Türkiye’de kayıtlara geçmiş bir köpekbalığı saldırısı gözükmese de, bugüne kadar dört olayın yaşandığı sanılıyor.

Köpekbalığının insana saldırması aslında çok sık karşılaşılan bir durum değil. Tüm dünyada olduğu gibi, Akdeniz’de de nadiren gerçekleşiyor. Akdeniz Havzası’ndaki toplam 46 türün 15’i, tehlike yaratabilecek tür olarak görülüyor. Florida Doğa ve Tarih Müzesi İhtiyoloji Departmanı tarafından yayımlanan “Uluslararası Köpekbalığı Saldırıları Dosyası” isimli belgede, Akdeniz Havzası’nda 1847 ile 2006 arasında toplam 39 saldırı yaşandığı belirtiliyor. En çok saldırının yaşandığı ülke kayıtlı 13 vakayla İtalya. Yunanistan ise sekizi ölümle sonuçlanmış dokuz saldırı ile ikinci sırada.
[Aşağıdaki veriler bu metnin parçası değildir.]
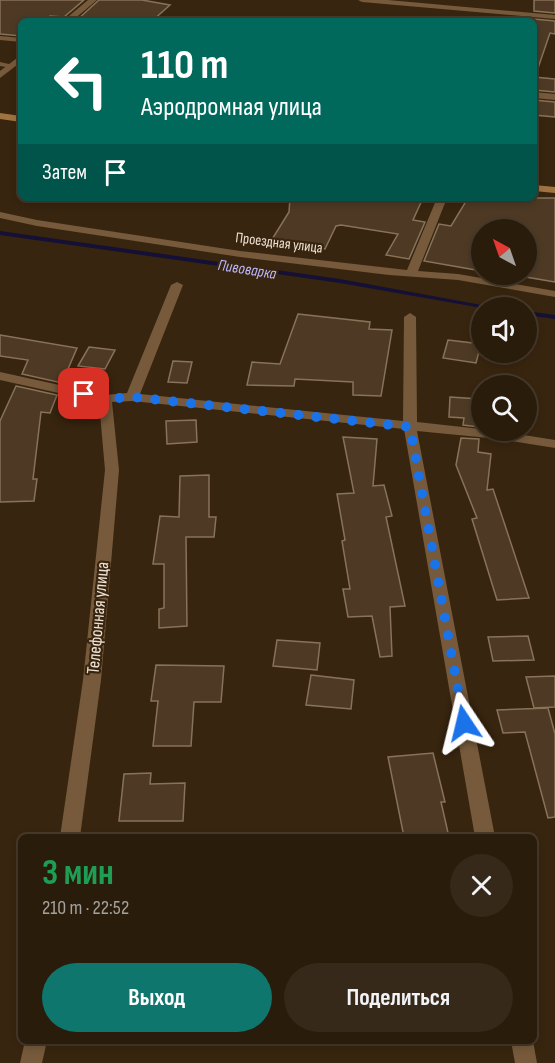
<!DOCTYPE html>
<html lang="ru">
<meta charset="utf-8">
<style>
body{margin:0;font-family:"Sofia Sans Condensed",sans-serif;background:#362919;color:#f1f3f6;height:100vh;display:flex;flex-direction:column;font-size:22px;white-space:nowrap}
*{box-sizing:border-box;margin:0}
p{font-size:20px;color:#a5a19d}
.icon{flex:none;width:33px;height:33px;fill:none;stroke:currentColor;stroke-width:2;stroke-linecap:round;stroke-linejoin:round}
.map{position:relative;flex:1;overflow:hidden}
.side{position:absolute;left:18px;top:834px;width:519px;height:210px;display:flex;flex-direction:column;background:#2a1c0b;border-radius:9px;box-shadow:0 3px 9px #0003,0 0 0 2px #463a2c}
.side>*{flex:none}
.guide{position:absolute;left:18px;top:18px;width:519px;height:183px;border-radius:9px;box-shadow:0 3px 9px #0003,0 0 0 2px #463a2c;background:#00695c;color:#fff;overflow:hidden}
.needle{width:39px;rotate:320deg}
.buttons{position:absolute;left:471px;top:219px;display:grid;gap:12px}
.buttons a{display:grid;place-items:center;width:66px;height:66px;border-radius:50%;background:#2a1c0b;box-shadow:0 3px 9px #0003,0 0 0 2px #463a2c;font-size:30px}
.pin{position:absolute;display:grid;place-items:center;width:51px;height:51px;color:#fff;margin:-26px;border-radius:12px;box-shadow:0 3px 9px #0006}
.me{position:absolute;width:66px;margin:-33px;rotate:350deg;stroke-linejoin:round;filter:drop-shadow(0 0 4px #0008)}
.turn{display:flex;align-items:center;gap:21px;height:126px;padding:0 24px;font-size:27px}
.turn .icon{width:78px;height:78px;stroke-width:2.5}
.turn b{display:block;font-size:42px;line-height:51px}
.then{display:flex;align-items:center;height:57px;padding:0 24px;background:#0003;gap:12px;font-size:22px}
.round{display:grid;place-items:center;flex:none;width:63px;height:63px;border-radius:32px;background:#362919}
.head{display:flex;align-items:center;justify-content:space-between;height:102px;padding:0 24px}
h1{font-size:36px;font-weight:700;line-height:45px;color:#1e9e55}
.action{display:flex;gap:12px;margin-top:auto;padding:12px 24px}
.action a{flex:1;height:69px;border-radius:36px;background:#0f766e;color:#fff;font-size:24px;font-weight:700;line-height:69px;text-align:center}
.action a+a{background:#362919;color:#f1f3f6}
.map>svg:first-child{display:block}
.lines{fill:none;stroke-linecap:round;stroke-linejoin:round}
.stream{fill:#151035;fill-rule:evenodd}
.building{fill:#4e3a24;stroke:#88725a;stroke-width:1.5}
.lane{fill:#765a3b;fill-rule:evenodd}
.street{fill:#765a3b;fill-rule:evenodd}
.secondary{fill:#a07441;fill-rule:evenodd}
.route{stroke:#1a73e8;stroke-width:10;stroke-dasharray:0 18}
.labels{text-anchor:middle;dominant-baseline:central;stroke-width:4.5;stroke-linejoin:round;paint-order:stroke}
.far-street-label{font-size:15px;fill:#ede1d4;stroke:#38250f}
.far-water-label{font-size:16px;font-style:italic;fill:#bab8ff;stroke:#38250f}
.street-label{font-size:18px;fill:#ede1d4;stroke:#38250f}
</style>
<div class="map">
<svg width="555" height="1063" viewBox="0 0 555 1063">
<rect width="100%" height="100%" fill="#38250f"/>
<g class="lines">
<path class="stream" d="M0,231L340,279L498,308H482L340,283L0,235Z
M526,311L555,315V319L526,315Z"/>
</g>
<path class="building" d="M0,0H84L64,17L50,16L44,21H21V36L0,34Z
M99,0H142L170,5L152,21L119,18L116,21L78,19Z
M534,0H555V13L534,11Z
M534,19L555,21V34L550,33L537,71H534Z
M534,77L555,79V92L534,90Z
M534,100L555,102V117L534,115Z
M290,198H423L413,220L425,222L409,259L386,255L398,234L341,225L336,226L325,249L271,241L289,212Z
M468,198H555V282L526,277V230H482V271L424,261L439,224L451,226Z
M298,314L370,322L369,329L392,330L381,396L353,395V382L295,379L294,386L247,385L252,362L280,364Z
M0,335L77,348L62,383L22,374L28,360L0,356Z
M448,340L481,344L476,363L443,358Z
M89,347L115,350L105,369L78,366Z
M173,361L192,362L187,383L168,382Z
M16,386L57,395L50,413L41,412L33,479H37L34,501L0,502V421Z
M450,397L480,399L479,427L463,425L464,418L449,417Z
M196,420L197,442L167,444L166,421Z
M343,437L377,439L373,486L384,485L392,516L386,517L405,606L390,607L392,656L380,657L372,616L348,617L343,589H350L342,541L345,540L337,494L354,493Z
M461,438L479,439L478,452L491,454L487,490L493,489L529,598L497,600L472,519L477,518L456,465Z
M209,475V517H216L214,537H186L187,626L159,628V609L164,608V564H153L160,516L179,517L180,476Z
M528,636L534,660L493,661L488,637Z
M277,640L320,643L317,670L273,666Z
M156,665L224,666L221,702H194L191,746H153L158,701H151Z
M311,675L354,680L351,709L306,705Z
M555,676V707L534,708L526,677Z
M548,708L555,734V817L548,818L525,732L503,733L497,710Z
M433,753L445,802H441L449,837H404L388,757Z
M151,773L150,784L185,783L183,821H119L124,774Z"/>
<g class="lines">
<path class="lane" d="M0,62L13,65L14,66L11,68L0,66Z"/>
<path class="street" d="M88,0H97L72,21H63Z
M358,0H388L555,15V19L362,2Z
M0,36L21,38V42L0,40Z
M21,55V62L0,78V71Z
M534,92L555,94V100L534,98Z
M437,198H447L418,271L458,274L555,291V297L458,280L389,275L240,257L37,226L0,218V212L37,220L240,251L407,270Z
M177,282L183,285L140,394L403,421L404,317L410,313L416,317L417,422L499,431L555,440V448L499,439L417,431L495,837H475L404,429L132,401L112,402L119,470L101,680L80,837H60L83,680L105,470L99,402L0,380V372L105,395L127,393L171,285Z
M25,1041H47L42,1063H20Z
M511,1041H533L537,1063H515Z"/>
<path class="secondary" d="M0,113L21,116V122L0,119Z
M534,185L555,187V193L534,191Z"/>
</g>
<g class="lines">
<path class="route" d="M84,394L105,399L132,397L410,427L464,723"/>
</g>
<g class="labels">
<g class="far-street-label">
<text transform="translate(279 243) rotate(7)">Проездная улица</text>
</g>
<g class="far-water-label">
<text transform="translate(247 270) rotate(9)">Пивоварка</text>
</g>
<g class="street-label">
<text transform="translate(98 618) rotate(-85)">Телефонная улица</text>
</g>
</g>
</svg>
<div class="buttons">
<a><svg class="needle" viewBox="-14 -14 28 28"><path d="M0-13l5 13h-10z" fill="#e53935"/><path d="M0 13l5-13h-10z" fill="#a5a19d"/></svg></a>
<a><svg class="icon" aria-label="sound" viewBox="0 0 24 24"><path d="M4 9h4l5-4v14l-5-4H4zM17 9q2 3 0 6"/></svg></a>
<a><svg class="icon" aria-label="search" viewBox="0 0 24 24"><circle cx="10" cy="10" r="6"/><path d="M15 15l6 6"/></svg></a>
</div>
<div class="pin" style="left:84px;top:394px;background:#d93025"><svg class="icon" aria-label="arrive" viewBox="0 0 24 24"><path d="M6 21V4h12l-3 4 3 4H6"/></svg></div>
<svg class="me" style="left:464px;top:723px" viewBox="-20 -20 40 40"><path d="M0-17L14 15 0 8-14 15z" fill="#1a73e8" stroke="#fff" stroke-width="4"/></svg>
<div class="guide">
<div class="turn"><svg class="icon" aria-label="left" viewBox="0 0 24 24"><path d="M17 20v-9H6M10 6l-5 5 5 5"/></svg><div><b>110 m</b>Аэродромная улица</div></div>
<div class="then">Затем<svg class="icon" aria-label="arrive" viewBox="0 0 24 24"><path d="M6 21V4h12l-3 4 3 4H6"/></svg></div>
</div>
<section class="side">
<div class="head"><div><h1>3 мин</h1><p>210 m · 22:52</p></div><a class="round"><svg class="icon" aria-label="close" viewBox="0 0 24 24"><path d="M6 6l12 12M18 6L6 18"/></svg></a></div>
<div class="action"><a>Выход</a><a>Поделиться</a></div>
</section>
</div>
Türkiye’de köpekbalıkları üzerine araştırmalar henüz başladığı için kayda geçmiş bir saldırı yok. Ama İstanbullu eski balıkçılar, teknelerinde orkinos varken sandallarına “üçgen dişli, sandal boyundaki köpekbalıkları”nın saldırdığını anlatır. Kimisi bu olaylarda küreklerini hatta sandallarını kaybetmiş.

İnsana saldırı iddiası taşıyan dört vakadan bahsediliyor. Bunların hiçbiri kayda geçmemiş. Hakan Kabasakal, bilinen ilk saldırının 1930’lu yıllarda Boğaziçi’nde Küçüksu Kasrı açıklarında gerçekleştiğini söylüyor. Olasılıkla orkinos avlayan, İngiliz Başkonsolosluğu mensubu iki kişiyi hedef alan saldırıdan sonra bu kişilerden bir daha haber alınamamış.

1967 yılında Dr. Güngör Güven’in İstanbul Tuzla’da zıpkınla balık avlarken yaşadığı bir diğer saldırı, yaşlı İstanbullular ve dalış camiası tarafından biliniyor. Daldığı sırada bölgede köpekbalıkları olduğu ve sırt yüzgeçlerinin görüldüğü de görgü tanıkları tarafından aktarılıyor. O yıllarda Marmara ve İstanbul çevresinde sıklıkla görülen beyaz köpekbalıklarından birinin, olaydan hemen sonra Tuzla’da yakalanması da iddiaları doğrular nitelikte.

1970’lerin başında ise, Antalya Konyaaltı Plajı’nda bir başka saldırı gerçekleştiği söyleniyor. O dönemde mezbahanın deniz kıyısında olması dolayısı ile kıyılara sokulan köpekbalıklarından birinin, Deniz Kuvetleri’ne ait bir gemiden denize atlayan bir ere saldırdığı konuşuluyor.

Bilinen son olay ise 1983’te İzmit Dilova’da, zıpkınla avlanırken saldırıya uğrayan bir avukatın hikâyesi. Bu olay aynı zamanda, Kuzey Marmara’daki son beyaz köpekbalığının da görüldüğü tarihe denk düşüyor.